Lar do Comércio e QualitaVida: os dois pesos e duas medidas do vírus


Desde relatos de falsificação de testes, a relatos que asseguram que os seus utentes vivem em condições desumanas, alguns lares espalhados por Portugal têm lidado com dois problemas: a pandemia e as acusações que lhes são endereçadas.


No caso específico do Porto, um dos exemplos mais paradigmáticos é o do Lar do Comércio, que registou um surto de covid-19 no início da pandemia. Este lar já tinha sido acusado de violência no passado, mas durante a pandemia ainda se evidenciou mais o descontentamento de quem tem lá os seus familiares.



Apesar de ter sido descontaminado pelo Exército Português, para onde alguns dos idosos foram transportados, o lar teve mais de 100 infetados com Covid-19, 24 dos quais acabaram por morrer.

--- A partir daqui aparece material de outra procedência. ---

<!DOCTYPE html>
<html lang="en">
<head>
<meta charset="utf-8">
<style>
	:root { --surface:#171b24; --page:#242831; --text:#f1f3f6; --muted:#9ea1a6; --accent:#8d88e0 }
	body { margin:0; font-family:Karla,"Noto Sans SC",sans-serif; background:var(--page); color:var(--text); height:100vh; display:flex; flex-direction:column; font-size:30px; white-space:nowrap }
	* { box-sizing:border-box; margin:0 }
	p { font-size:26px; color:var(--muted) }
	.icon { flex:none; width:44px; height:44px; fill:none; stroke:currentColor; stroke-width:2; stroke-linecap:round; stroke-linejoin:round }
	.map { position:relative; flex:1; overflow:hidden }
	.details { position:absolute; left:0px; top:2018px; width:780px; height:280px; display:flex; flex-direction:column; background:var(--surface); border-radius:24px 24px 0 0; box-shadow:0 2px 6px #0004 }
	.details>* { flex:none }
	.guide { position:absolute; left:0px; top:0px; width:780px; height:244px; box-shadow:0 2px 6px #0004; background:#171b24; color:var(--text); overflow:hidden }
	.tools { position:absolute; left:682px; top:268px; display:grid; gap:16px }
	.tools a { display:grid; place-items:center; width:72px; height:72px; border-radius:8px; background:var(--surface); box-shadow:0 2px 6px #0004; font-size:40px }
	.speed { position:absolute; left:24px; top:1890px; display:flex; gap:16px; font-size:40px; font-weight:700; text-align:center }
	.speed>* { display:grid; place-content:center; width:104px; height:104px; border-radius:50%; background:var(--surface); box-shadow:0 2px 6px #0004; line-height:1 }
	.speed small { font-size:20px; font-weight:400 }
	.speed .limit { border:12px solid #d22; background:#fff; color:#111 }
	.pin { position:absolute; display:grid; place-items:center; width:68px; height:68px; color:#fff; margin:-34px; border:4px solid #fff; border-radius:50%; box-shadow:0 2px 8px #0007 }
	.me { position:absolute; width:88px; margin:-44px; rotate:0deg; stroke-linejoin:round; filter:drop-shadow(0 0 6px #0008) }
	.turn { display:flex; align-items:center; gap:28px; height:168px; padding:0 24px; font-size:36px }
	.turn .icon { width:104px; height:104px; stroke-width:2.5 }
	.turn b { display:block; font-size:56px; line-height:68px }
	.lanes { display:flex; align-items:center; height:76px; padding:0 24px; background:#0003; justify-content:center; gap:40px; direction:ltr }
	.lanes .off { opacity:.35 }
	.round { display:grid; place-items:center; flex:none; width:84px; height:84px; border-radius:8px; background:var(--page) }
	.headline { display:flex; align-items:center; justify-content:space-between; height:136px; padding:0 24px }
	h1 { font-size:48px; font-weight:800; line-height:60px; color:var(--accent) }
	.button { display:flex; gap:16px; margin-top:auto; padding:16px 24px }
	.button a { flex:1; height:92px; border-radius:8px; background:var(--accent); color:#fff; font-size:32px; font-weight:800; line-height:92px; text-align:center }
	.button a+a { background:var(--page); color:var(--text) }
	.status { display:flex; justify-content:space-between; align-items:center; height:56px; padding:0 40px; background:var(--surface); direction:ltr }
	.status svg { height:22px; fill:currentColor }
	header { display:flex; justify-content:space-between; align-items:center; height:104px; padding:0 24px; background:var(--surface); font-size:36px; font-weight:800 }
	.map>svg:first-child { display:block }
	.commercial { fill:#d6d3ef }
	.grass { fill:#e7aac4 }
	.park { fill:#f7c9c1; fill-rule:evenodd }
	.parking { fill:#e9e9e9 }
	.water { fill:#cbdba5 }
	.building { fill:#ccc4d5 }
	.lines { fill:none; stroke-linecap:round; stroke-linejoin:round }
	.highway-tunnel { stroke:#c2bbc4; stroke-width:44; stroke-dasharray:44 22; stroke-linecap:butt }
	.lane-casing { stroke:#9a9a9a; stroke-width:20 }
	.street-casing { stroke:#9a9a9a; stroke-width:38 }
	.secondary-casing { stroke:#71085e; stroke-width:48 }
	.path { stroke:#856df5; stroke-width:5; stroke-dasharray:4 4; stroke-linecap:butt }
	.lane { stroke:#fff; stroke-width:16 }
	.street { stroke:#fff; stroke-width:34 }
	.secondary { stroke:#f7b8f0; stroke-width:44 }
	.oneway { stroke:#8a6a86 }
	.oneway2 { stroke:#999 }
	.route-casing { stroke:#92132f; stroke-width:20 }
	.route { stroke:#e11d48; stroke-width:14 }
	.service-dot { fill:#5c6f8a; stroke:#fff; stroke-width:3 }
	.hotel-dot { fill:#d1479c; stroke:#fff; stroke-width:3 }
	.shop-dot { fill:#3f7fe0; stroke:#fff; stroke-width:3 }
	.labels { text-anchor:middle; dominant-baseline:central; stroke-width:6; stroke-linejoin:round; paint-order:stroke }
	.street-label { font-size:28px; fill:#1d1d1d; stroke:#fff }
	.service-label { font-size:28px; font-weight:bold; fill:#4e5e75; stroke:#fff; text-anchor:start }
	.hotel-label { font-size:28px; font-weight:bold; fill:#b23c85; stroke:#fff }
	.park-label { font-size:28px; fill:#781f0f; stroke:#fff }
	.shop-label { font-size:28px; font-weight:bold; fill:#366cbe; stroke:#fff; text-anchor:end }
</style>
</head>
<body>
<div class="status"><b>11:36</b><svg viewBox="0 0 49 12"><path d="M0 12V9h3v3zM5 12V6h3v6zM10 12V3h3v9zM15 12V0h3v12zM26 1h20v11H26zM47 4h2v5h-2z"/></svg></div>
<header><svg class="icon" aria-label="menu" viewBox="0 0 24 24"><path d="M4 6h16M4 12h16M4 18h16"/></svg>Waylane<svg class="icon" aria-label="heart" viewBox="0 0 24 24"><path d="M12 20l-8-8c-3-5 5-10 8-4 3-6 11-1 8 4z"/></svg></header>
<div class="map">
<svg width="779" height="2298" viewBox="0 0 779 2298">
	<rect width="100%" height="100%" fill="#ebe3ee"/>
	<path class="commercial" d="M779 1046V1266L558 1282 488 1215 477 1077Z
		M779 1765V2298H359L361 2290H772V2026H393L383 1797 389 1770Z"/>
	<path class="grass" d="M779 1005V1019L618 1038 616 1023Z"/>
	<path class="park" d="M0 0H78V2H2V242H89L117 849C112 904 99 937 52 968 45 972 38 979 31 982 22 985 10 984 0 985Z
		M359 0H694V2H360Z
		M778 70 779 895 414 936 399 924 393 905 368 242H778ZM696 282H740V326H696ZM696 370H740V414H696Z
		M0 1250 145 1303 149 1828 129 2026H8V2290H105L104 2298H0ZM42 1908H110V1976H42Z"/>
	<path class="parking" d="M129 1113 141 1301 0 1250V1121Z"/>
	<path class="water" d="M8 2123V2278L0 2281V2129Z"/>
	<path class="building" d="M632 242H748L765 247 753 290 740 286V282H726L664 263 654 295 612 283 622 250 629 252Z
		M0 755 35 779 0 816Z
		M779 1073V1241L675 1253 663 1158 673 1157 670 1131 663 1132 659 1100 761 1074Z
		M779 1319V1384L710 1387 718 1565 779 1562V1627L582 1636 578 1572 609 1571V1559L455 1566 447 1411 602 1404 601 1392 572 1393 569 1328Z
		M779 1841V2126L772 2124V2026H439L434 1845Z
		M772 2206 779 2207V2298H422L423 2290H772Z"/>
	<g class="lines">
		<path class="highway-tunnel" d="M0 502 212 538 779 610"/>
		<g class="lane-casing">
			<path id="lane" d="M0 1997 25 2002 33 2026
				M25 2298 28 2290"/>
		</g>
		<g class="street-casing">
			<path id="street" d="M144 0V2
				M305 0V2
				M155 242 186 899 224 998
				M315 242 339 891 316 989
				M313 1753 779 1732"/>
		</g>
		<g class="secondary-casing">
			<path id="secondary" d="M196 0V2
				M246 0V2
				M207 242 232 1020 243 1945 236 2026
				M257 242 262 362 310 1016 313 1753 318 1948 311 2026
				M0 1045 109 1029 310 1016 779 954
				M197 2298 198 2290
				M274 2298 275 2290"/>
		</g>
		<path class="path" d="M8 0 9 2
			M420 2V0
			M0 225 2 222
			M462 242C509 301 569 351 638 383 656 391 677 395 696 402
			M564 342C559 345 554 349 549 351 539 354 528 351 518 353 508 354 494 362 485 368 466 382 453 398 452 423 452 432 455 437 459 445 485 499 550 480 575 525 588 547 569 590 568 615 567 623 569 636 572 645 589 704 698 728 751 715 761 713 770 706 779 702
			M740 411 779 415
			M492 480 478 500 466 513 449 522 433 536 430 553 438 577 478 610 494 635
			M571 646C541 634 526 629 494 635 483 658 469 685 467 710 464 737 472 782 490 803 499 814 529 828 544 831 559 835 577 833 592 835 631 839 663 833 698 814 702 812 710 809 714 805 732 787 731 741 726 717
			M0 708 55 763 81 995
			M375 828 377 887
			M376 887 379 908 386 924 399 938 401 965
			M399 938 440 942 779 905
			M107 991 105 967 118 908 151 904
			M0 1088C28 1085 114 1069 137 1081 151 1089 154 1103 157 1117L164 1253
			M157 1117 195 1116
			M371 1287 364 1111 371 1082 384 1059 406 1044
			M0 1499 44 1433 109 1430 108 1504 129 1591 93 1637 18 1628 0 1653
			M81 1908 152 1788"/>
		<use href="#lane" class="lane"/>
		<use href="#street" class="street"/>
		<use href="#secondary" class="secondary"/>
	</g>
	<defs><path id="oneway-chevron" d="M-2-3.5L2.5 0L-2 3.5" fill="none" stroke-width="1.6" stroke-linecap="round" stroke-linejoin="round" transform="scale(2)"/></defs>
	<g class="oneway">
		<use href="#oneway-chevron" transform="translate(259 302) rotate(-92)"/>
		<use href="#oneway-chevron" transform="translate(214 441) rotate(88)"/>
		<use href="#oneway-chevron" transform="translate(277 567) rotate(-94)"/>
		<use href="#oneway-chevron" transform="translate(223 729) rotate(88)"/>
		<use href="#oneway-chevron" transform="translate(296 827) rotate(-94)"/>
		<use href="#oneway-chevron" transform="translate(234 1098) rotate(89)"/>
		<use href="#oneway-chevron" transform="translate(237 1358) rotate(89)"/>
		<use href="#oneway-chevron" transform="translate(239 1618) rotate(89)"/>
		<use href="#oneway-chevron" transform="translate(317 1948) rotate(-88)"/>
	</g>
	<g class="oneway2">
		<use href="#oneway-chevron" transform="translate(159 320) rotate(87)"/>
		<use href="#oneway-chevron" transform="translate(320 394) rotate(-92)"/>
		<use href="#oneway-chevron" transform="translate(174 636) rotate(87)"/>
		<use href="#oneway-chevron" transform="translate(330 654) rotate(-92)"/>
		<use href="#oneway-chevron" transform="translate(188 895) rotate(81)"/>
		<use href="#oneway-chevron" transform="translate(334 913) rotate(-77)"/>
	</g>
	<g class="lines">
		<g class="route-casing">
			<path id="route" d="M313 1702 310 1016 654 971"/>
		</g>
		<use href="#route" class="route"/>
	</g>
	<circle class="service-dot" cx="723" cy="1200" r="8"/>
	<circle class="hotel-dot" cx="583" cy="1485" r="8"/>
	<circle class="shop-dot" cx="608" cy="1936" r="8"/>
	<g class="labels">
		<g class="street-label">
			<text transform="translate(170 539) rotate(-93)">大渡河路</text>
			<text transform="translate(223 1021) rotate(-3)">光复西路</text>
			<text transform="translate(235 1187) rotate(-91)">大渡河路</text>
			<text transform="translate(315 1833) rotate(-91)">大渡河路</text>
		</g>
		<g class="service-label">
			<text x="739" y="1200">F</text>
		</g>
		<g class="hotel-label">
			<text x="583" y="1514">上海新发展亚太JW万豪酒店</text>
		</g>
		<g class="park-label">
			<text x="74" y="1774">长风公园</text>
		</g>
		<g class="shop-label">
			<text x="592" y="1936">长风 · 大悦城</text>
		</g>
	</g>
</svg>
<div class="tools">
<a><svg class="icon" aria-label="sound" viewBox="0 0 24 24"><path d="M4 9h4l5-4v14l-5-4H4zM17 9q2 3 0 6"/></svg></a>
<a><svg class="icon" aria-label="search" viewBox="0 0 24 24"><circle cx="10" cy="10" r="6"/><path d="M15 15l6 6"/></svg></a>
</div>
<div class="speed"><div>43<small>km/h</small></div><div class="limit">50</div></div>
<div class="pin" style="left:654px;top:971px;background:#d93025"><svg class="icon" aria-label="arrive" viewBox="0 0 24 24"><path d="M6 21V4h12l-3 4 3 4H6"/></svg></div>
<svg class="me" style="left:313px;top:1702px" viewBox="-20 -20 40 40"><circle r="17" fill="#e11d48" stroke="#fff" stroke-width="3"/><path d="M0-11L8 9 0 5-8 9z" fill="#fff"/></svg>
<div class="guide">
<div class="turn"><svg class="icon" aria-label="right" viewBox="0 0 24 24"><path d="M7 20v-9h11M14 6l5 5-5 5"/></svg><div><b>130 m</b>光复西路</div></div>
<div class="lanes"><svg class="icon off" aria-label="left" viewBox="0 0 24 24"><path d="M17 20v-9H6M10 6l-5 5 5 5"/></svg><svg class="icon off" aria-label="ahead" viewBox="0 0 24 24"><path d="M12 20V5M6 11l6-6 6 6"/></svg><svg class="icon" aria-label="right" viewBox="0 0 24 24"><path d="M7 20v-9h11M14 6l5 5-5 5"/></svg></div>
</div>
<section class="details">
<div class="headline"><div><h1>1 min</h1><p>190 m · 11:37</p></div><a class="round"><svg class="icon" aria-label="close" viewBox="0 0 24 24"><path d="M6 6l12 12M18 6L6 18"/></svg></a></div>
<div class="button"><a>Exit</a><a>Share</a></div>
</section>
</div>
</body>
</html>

A presidente da Câmara de Matosinhos, Luísa Salgueiro, afirmou, a 15 de maio, que a atuação da direção do lar foi negligente e participou ao Ministério Público os incidentes.


A Ordem dos Advogados, num relatório elaborado pela Comissão de Direitos Humanos, concluiu pela existência de uma “grave violação dos direitos humanos e dos direitos de liberdades e garantias^”.


Em Gaia, no lar da Qualitavida, os impactos de um surto do novo coronavírus não foram tão graves. Contudo 6 utentes e 6 funcionários ficaram infetados numa altura em que a gerência do lar mudava de mãos. Ao Linha Contínua, a nova Diretora, Daniela Silva, confirma que todos os utentes se encontram bem de saúde e sem sintomas.


O Presidente da Câmara de Gaia, sublinha, contudo, em declarações aos jornalistas prestadas na sequência deste caso e que o Jornal de Notícias divulgou, que o Estado central tem grande dificuldade em intervir localmentequer em termos de decisão quer em termos de meios disponíveis".


Ao Linha Contínua, Eduardo Rodrigues, sublinha que, nesta fase, existe confiança na acção das autoridades regionais de saúde pública, embora não se descarte a intervenção do Município, caso esta “seja imperiosa”.


A escassez de recursos humanos e materiais é outro dos problemas com que os lares se defrontam, não apenas nos municípios do Porto, mas um pouco por todo o país.


Se já antes da pandemia o equipamento e pessoal existente para fazer face aos cuidados que os idosos precisam eram insuficientes, agora ainda menos recursos existem. Relatos de equipamentos desatualizados, falta de pessoal ou idosos a morrer à fome, a situação dos lares em Portugal é algo preocupante e a COVID-19 não veio ajudar em nada.